** Exercise directions **
Filter the records below down to lines containing "position".

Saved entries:
◇ ◇ ◇ ◇

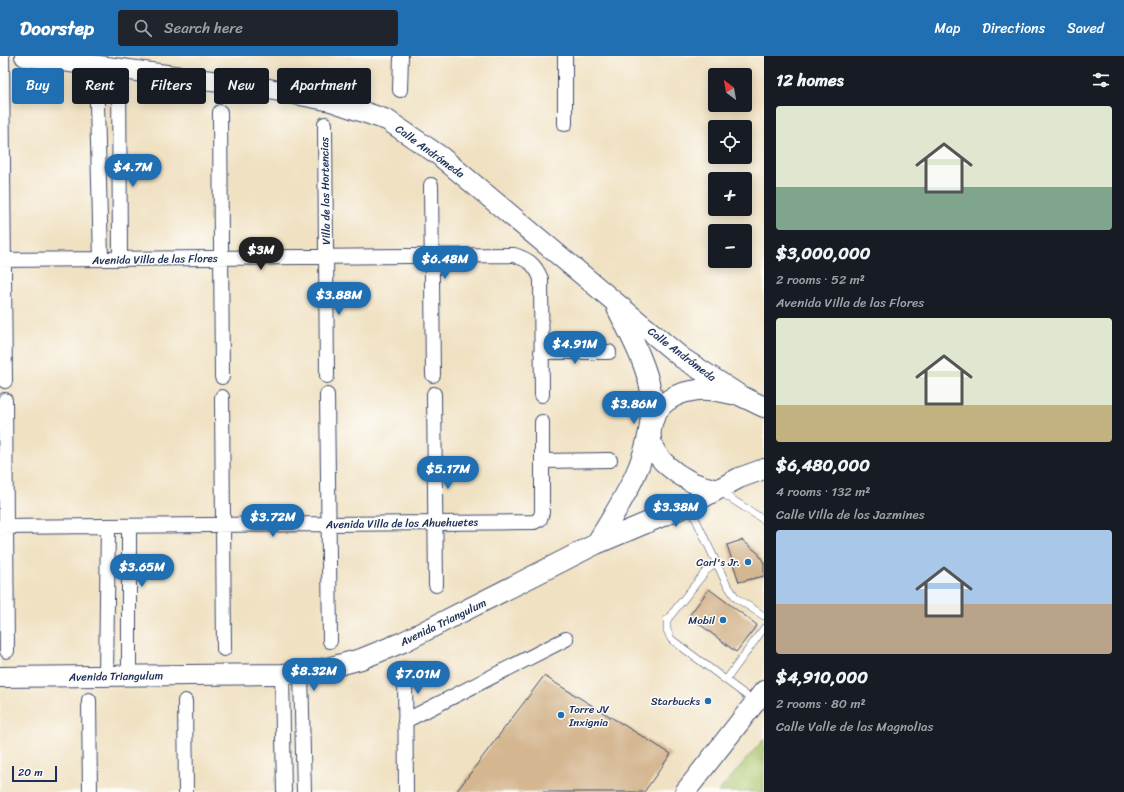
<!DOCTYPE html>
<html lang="en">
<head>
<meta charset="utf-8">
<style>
  :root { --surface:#171b24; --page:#20242c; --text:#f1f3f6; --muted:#9ea1a6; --accent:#1f6fb2 }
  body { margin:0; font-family:Sriracha,sans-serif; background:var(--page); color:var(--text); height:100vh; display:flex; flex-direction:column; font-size:15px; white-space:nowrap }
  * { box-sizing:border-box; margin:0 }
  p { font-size:13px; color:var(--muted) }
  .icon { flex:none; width:22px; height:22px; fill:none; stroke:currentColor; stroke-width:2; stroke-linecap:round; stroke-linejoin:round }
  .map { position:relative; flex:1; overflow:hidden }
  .details { display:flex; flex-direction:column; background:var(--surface); width:360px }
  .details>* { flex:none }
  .banner { position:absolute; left:12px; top:12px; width:380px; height:36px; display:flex; gap:8px }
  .needle { width:26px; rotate:329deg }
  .controls { position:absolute; left:708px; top:12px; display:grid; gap:8px }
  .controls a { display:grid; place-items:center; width:44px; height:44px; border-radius:4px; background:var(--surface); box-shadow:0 2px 10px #0003; font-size:20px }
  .scale { position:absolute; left:12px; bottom:10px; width:45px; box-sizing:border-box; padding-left:4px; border:2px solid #1b2f5e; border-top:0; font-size:11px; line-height:14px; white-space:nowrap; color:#1b2f5e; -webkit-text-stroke:3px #fdfcf7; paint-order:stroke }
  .price { position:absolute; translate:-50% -34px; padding:0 9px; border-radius:14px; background:var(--accent); color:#fff; font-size:13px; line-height:26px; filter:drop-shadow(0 1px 2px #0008) }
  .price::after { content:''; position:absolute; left:50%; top:24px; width:12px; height:9px; margin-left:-6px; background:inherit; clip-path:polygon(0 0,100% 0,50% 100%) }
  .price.current { background:#222; color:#fff }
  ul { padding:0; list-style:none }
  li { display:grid; align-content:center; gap:8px; height:212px; padding:0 12px }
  li span { display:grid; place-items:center; height:124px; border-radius:4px; color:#555 }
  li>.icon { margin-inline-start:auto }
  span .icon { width:72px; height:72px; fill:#fffc; stroke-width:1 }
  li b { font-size:17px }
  h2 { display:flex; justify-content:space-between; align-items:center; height:48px; padding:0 12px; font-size:17px }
  .tag { padding:0 14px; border-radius:4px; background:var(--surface); box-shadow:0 2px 10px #0003; font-size:14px; line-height:36px }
  .tag.current { background:var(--accent); color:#fff }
  header { display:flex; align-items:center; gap:24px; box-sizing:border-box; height:56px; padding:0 20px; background:var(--accent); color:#fff }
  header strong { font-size:19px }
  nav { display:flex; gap:22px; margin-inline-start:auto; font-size:14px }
  .search { width:280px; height:36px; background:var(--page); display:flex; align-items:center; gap:10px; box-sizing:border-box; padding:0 14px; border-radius:4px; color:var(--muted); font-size:15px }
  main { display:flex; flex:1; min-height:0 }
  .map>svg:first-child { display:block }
</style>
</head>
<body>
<header>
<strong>Doorstep</strong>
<div class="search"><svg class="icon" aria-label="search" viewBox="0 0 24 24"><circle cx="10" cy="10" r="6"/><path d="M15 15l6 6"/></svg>Search here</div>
<nav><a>Map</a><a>Directions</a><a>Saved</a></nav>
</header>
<main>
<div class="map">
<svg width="764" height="736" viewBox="0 0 764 736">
  <rect width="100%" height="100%" fill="#fdfcf7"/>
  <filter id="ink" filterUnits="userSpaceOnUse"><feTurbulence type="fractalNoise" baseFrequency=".025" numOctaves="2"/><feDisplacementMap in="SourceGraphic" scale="8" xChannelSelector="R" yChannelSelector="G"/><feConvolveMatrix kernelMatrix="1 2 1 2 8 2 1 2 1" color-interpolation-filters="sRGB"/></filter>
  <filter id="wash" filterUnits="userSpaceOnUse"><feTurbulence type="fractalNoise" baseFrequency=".012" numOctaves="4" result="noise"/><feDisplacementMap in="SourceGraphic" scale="16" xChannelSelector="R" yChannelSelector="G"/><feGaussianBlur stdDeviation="0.9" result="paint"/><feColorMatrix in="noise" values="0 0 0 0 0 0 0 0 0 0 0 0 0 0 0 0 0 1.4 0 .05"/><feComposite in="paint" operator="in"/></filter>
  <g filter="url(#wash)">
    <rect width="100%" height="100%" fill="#f0e1c2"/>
    <path fill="#a9c46a" stroke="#627a64" d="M764,683V736H718Z"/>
    <g id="blocks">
      <path fill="#d4b690" d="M742,484L758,497L764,507V520L739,526L727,489Z
        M709,533L757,569L736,596L689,560Z
        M544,620L671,698L644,736H456Z"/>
    </g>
  </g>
  <g filter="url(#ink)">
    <use href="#blocks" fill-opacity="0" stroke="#3b4a6d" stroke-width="1"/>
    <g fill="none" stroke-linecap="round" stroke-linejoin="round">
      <defs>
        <path id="service" d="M719,435L764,464
          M690,451L726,527L736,542L764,560
          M716,507L706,515L667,564V574L671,583L755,646
          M726,624L764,572"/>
        <path id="minor" d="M2,0L5,325
          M96,10L101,203
          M119,13L120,203
          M400,34L401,0
          M220,56L222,321
          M325,68L327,320
          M565,68V0
          M431,129L433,319
          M0,204L514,199C529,204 535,208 541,223L542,339
          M541,296H609
          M434,338L436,529
          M327,339L330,585
          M222,341L224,593
          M5,344L7,595
          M542,405L610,404
          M129,470V620
          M0,471L534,466L540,463L542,456V366
          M405,613L406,736
          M301,617L304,736
          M282,618L284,736
          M106,620L108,470
          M89,644L90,736
          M185,645L186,736
          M405,665L566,583"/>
        <path id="secondary" d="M25,0L264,32L331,45L387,64L440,100L682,302L741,340L764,351
          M717,434C708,431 696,429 688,424C675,417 659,405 653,391C647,375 653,355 667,345C674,340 684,336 692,335C706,332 719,335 732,338
          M596,488C621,447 650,404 651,355C651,349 652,342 651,336C646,307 630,279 617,252
          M0,621L282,618L301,617L331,611L361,603L403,586L596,488L689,449L739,422L764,413
          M685,736L764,635"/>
      </defs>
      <use href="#service" stroke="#3b4a6d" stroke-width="8"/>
      <use href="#minor" stroke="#3b4a6d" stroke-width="16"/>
      <use href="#secondary" stroke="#3b4a6d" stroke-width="22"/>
      <use href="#service" stroke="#fff" stroke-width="7"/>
      <use href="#minor" stroke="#fff" stroke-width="14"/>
      <use href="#secondary" stroke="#fff" stroke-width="20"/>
    </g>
  </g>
  <g fill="#1f6fb2" stroke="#fdfcf7" stroke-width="1.5">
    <circle cx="748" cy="506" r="4"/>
    <circle cx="723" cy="564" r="4"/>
    <circle cx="708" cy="645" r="4"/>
    <circle cx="561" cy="659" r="4"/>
  </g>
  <g text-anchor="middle" stroke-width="3" stroke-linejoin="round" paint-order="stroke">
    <g font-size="11" fill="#1b2f5e" stroke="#fdfcf7">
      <text transform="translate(430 95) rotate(36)" y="4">Calle Andrómeda</text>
      <text transform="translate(325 135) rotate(-91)" y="4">Villa de las Hortencias</text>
      <text transform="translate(155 203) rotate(-1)" y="4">Avenida Villa de las Flores</text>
      <text transform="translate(682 298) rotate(37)" y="4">Calle Andrómeda</text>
      <text transform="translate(402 467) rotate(-1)" y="4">Avenida Villa de los Ahuehuetes</text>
      <text transform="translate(443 566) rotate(-26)" y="4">Avenida Triangulum</text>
      <text transform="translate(116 620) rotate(-1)" y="4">Avenida Triangulum</text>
    </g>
    <g font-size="11" fill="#1b2f5e" stroke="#fdfcf7" text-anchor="end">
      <text x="740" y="510">Carl's Jr.</text>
      <text x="715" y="568">Mobil</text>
      <text x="700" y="649">Starbucks</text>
      <text x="569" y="657" text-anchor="start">Torre JV<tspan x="569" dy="13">Inxignia</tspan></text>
    </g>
  </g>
</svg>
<div class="controls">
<a><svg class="needle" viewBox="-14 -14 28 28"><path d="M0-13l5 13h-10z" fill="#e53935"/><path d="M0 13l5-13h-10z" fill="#9ea1a6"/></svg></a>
<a><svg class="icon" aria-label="locate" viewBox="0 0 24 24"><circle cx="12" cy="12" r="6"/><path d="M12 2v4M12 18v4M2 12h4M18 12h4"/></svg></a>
<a>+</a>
<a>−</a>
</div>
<div class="scale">20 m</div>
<b class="price" style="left:133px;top:132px">$4.7M</b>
<b class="price current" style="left:261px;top:215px">$3M</b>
<b class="price" style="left:445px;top:224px">$6.48M</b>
<b class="price" style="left:339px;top:260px">$3.88M</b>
<b class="price" style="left:575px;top:309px">$4.91M</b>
<b class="price" style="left:634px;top:369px">$3.86M</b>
<b class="price" style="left:448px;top:434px">$5.17M</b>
<b class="price" style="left:676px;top:472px">$3.38M</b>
<b class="price" style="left:273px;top:482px">$3.72M</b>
<b class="price" style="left:142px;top:532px">$3.65M</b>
<b class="price" style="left:314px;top:636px">$8.32M</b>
<b class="price" style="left:418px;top:639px">$7.01M</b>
<div class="banner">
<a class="tag current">Buy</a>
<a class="tag">Rent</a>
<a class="tag">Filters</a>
<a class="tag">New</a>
<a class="tag">Apartment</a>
</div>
</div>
<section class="details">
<h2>12 homes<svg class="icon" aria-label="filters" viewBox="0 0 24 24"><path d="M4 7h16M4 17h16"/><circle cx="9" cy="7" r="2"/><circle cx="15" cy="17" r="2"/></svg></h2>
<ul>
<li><span style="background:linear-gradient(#dfe7d0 65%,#7fa58c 0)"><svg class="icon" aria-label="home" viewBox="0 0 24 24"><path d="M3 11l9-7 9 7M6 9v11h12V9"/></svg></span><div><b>$3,000,000</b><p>2 rooms · 52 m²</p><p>Avenida Villa de las Flores</p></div></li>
<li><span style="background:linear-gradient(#dfe7d0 70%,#c2b280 0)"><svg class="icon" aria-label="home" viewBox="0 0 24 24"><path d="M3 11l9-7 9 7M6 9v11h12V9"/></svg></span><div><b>$6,480,000</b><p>4 rooms · 132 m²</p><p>Calle Villa de los Jazmines</p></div></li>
<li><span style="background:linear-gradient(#a9c7e8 60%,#b9a48a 0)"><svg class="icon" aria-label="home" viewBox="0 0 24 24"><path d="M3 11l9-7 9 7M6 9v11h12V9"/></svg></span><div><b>$4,910,000</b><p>2 rooms · 80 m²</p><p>Calle Valle de las Magnolias</p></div></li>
</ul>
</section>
</main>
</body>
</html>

◇ ◇ ◇ ◇

** Result of the task **
  .map { position:relative; flex:1; overflow:hidden }
  .banner { position:absolute; left:12px; top:12px; width:380px; height:36px; display:flex; gap:8px }
  .controls { position:absolute; left:708px; top:12px; display:grid; gap:8px }
  .scale { position:absolute; left:12px; bottom:10px; width:45px; box-sizing:border-box; padding-left:4px; border:2px solid #1b2f5e; border-top:0; font-size:11px; line-height:14px; white-space:nowrap; color:#1b2f5e; -webkit-text-stroke:3px #fdfcf7; paint-order:stroke }
  .price { position:absolute; translate:-50% -34px; padding:0 9px; border-radius:14px; background:var(--accent); color:#fff; font-size:13px; line-height:26px; filter:drop-shadow(0 1px 2px #0008) }
  .price::after { content:''; position:absolute; left:50%; top:24px; width:12px; height:9px; margin-left:-6px; background:inherit; clip-path:polygon(0 0,100% 0,50% 100%) }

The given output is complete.